- _WORK TO BE COMPLETED_: Produce word for word the lines of the data below running from the one that has "g.setLineDash(dash || []);" to the one that has "g.restore();", inclusive, and no others.

- _INFORMATION PROVIDED_:
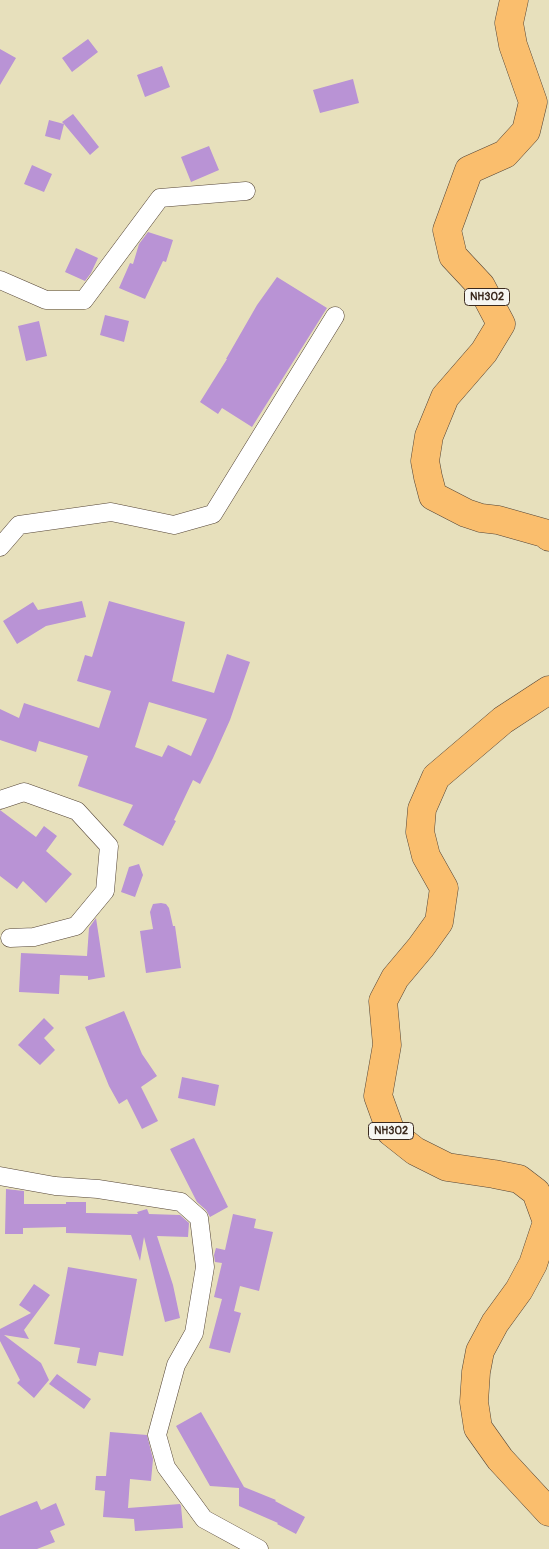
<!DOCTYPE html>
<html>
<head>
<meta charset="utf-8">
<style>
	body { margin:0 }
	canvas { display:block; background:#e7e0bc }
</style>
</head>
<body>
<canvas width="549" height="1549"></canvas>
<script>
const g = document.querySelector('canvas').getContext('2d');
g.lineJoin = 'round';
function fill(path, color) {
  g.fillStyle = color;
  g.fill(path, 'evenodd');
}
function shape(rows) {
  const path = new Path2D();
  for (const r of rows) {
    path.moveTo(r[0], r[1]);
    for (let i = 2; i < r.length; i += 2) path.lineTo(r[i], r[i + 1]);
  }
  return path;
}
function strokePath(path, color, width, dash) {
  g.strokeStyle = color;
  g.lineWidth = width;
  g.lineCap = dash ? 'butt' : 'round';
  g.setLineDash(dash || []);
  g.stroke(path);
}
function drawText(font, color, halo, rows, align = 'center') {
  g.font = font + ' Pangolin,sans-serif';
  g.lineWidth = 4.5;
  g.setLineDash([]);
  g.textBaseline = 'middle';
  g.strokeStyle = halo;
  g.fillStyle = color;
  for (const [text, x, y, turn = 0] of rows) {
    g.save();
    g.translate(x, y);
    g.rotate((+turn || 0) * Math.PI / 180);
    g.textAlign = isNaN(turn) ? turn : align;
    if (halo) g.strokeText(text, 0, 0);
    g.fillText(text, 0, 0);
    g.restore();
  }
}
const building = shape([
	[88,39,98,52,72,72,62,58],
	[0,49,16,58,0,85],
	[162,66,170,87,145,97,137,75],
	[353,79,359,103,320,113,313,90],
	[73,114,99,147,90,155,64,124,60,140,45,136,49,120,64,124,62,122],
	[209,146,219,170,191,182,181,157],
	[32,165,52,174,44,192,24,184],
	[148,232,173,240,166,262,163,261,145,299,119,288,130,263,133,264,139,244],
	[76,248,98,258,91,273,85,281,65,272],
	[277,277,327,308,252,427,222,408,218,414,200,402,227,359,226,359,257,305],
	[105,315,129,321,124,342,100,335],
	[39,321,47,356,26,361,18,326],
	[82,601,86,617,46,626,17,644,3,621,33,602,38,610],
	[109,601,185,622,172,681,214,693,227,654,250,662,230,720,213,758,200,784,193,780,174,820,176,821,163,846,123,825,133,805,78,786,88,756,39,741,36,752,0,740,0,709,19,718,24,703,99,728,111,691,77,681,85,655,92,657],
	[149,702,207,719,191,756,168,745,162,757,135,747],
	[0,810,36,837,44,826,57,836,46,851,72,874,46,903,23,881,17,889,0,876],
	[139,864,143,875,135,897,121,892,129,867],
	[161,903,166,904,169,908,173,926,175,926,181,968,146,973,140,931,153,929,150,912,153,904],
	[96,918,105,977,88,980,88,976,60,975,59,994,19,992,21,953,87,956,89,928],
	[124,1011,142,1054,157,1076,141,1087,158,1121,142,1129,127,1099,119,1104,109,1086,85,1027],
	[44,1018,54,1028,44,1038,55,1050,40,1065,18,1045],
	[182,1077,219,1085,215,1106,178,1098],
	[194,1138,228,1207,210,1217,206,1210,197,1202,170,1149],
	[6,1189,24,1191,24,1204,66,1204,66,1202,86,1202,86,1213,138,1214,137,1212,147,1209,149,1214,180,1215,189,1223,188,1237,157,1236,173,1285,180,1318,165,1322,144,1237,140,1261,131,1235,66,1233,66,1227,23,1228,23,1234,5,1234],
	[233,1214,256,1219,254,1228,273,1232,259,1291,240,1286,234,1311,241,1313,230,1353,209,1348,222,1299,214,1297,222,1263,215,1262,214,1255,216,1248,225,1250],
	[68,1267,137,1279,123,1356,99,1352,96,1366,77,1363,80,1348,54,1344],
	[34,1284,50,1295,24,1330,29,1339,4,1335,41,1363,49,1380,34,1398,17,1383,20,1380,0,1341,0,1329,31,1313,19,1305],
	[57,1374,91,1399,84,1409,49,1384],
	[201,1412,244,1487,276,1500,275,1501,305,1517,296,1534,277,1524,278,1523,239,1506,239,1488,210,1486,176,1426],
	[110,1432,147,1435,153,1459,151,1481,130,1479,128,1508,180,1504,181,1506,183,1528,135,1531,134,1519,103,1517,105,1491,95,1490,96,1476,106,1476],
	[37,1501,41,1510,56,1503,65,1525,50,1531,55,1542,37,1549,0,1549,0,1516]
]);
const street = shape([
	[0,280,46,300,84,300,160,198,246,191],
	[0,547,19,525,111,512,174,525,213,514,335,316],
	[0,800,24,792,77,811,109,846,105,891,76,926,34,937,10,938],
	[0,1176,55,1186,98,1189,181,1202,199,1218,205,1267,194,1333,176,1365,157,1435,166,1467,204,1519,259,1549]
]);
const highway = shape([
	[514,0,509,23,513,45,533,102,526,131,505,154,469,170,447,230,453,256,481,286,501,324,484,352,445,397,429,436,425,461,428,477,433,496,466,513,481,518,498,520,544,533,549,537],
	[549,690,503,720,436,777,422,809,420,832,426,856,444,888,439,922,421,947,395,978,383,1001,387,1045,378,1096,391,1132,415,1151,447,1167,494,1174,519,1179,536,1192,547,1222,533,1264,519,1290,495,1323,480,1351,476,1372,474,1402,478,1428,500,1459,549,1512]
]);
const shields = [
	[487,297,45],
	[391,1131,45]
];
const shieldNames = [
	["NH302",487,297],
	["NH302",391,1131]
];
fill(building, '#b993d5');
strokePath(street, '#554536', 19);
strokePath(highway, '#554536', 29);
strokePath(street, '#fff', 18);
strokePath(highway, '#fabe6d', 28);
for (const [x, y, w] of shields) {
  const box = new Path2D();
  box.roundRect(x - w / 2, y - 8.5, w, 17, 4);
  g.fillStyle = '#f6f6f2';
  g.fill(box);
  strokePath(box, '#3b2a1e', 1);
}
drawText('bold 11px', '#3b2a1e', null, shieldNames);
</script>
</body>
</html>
* * *
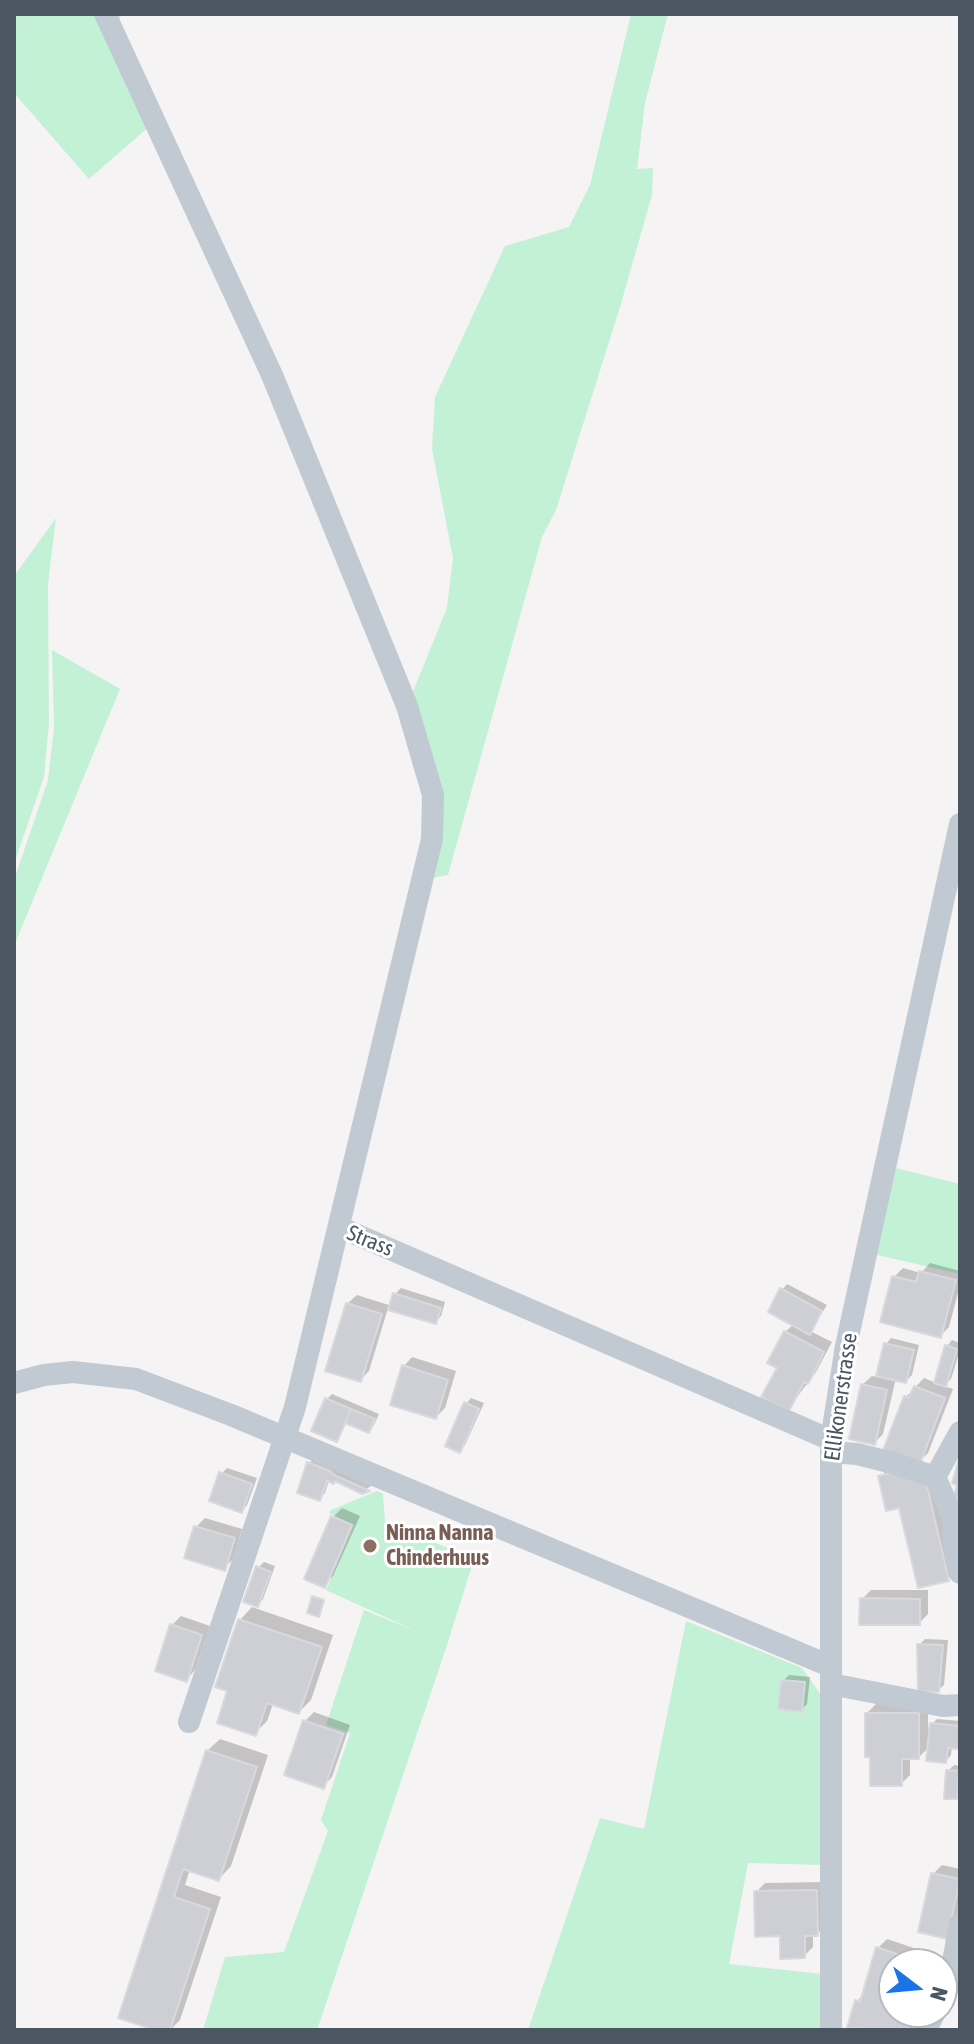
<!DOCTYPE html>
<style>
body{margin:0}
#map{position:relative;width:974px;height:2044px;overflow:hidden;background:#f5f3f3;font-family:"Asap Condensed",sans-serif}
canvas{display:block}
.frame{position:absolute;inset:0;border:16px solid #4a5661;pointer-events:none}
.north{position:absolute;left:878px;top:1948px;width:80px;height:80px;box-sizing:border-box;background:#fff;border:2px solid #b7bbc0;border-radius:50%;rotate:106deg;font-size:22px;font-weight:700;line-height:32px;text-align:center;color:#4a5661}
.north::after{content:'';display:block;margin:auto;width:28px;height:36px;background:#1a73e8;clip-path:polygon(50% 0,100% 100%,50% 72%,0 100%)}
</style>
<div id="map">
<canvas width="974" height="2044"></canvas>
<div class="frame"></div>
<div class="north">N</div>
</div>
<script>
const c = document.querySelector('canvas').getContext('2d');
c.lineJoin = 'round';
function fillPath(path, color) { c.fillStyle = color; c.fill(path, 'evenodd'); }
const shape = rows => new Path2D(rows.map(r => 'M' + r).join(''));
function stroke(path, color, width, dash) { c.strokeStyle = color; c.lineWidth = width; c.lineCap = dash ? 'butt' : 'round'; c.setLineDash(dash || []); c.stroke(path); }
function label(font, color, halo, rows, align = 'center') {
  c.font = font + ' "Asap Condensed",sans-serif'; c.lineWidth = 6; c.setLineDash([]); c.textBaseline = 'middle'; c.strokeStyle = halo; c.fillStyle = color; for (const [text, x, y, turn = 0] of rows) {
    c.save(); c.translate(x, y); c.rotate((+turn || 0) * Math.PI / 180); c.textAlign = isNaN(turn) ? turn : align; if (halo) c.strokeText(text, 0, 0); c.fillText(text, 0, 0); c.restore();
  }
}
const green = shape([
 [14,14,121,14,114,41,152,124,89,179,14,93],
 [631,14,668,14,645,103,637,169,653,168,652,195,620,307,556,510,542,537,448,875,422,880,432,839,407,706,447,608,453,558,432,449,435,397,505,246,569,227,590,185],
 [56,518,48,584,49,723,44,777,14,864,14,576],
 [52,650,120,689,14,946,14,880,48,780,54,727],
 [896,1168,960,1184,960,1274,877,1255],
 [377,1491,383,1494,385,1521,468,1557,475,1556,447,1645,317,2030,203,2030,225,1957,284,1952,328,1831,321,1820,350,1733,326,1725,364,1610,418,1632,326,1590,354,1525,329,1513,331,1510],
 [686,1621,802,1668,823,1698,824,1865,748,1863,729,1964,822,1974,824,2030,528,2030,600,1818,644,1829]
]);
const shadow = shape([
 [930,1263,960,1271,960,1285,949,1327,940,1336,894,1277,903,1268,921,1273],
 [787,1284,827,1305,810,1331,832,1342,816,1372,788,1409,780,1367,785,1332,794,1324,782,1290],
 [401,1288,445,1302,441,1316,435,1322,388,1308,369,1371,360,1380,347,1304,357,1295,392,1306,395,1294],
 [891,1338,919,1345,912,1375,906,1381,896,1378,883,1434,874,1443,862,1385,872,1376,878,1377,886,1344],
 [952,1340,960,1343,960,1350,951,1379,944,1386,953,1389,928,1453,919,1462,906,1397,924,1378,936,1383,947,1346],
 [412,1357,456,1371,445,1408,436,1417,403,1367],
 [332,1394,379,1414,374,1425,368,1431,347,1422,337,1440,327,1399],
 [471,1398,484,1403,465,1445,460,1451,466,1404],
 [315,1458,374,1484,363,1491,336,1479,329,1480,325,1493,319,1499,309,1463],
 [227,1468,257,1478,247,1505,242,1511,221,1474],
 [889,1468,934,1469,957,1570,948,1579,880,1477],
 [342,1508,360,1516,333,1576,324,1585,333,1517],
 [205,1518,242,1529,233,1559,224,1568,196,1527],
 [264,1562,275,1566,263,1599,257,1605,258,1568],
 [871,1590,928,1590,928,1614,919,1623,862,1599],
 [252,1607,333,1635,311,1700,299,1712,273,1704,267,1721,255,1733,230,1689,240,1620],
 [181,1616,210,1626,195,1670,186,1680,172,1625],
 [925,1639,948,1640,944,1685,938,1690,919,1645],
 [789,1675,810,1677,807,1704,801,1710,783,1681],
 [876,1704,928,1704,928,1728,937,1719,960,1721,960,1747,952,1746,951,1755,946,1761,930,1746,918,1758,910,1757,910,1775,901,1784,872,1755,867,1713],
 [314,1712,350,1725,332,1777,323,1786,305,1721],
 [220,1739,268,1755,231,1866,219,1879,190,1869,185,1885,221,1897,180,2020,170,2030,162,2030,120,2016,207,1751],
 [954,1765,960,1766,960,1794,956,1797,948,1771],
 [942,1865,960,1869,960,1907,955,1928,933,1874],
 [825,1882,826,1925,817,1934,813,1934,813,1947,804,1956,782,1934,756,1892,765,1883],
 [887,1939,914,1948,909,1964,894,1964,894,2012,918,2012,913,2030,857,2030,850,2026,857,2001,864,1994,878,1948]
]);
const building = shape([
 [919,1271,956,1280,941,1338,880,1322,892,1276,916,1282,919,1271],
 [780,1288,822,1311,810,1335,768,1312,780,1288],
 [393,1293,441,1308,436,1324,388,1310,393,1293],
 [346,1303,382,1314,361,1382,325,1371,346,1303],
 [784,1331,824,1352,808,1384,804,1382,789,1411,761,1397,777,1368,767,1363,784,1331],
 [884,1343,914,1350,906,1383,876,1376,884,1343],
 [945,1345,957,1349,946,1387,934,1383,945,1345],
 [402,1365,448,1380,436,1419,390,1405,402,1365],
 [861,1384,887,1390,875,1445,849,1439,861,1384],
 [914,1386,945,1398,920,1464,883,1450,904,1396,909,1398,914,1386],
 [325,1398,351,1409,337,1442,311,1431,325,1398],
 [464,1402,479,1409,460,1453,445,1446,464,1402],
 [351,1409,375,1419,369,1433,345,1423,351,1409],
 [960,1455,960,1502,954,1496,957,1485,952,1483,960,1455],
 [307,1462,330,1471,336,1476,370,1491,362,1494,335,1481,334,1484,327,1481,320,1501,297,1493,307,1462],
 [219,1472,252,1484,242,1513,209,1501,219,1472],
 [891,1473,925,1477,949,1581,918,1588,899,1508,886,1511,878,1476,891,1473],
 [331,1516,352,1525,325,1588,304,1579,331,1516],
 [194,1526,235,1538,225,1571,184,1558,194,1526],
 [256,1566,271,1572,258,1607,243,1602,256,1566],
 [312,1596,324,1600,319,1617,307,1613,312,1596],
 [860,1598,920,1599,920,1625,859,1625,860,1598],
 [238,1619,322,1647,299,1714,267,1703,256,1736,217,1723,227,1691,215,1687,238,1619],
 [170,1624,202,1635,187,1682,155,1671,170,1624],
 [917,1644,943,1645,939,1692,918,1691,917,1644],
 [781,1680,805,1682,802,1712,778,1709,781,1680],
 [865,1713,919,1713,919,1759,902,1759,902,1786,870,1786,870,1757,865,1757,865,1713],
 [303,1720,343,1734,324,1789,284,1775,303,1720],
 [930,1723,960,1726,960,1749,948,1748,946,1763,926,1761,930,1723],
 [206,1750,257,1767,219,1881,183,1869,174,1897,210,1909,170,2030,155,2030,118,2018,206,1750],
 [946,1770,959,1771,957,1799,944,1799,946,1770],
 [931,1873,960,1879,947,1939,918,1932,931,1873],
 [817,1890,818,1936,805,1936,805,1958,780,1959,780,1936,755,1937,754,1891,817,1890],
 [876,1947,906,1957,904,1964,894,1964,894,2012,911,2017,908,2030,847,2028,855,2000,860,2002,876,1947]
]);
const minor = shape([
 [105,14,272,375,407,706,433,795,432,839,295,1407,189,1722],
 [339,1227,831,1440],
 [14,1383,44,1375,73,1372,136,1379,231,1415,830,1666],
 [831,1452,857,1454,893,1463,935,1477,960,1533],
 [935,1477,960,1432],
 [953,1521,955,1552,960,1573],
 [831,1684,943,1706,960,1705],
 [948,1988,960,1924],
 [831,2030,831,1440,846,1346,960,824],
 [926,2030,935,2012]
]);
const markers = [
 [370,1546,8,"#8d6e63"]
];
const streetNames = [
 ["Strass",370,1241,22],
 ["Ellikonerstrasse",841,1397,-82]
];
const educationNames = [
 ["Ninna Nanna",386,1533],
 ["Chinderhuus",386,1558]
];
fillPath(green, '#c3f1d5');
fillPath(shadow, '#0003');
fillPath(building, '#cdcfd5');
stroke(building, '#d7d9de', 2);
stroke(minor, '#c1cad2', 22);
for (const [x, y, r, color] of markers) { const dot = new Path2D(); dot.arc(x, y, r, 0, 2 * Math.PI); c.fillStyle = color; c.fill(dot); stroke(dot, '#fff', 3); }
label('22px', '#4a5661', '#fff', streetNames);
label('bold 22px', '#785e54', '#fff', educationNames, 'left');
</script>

- _RESPONSE FOR THIS EXERCISE_:
  g.setLineDash(dash || []);
  g.stroke(path);
}
function drawText(font, color, halo, rows, align = 'center') {
  g.font = font + ' Pangolin,sans-serif';
  g.lineWidth = 4.5;
  g.setLineDash([]);
  g.textBaseline = 'middle';
  g.strokeStyle = halo;
  g.fillStyle = color;
  for (const [text, x, y, turn = 0] of rows) {
    g.save();
    g.translate(x, y);
    g.rotate((+turn || 0) * Math.PI / 180);
    g.textAlign = isNaN(turn) ? turn : align;
    if (halo) g.strokeText(text, 0, 0);
    g.fillText(text, 0, 0);
    g.restore();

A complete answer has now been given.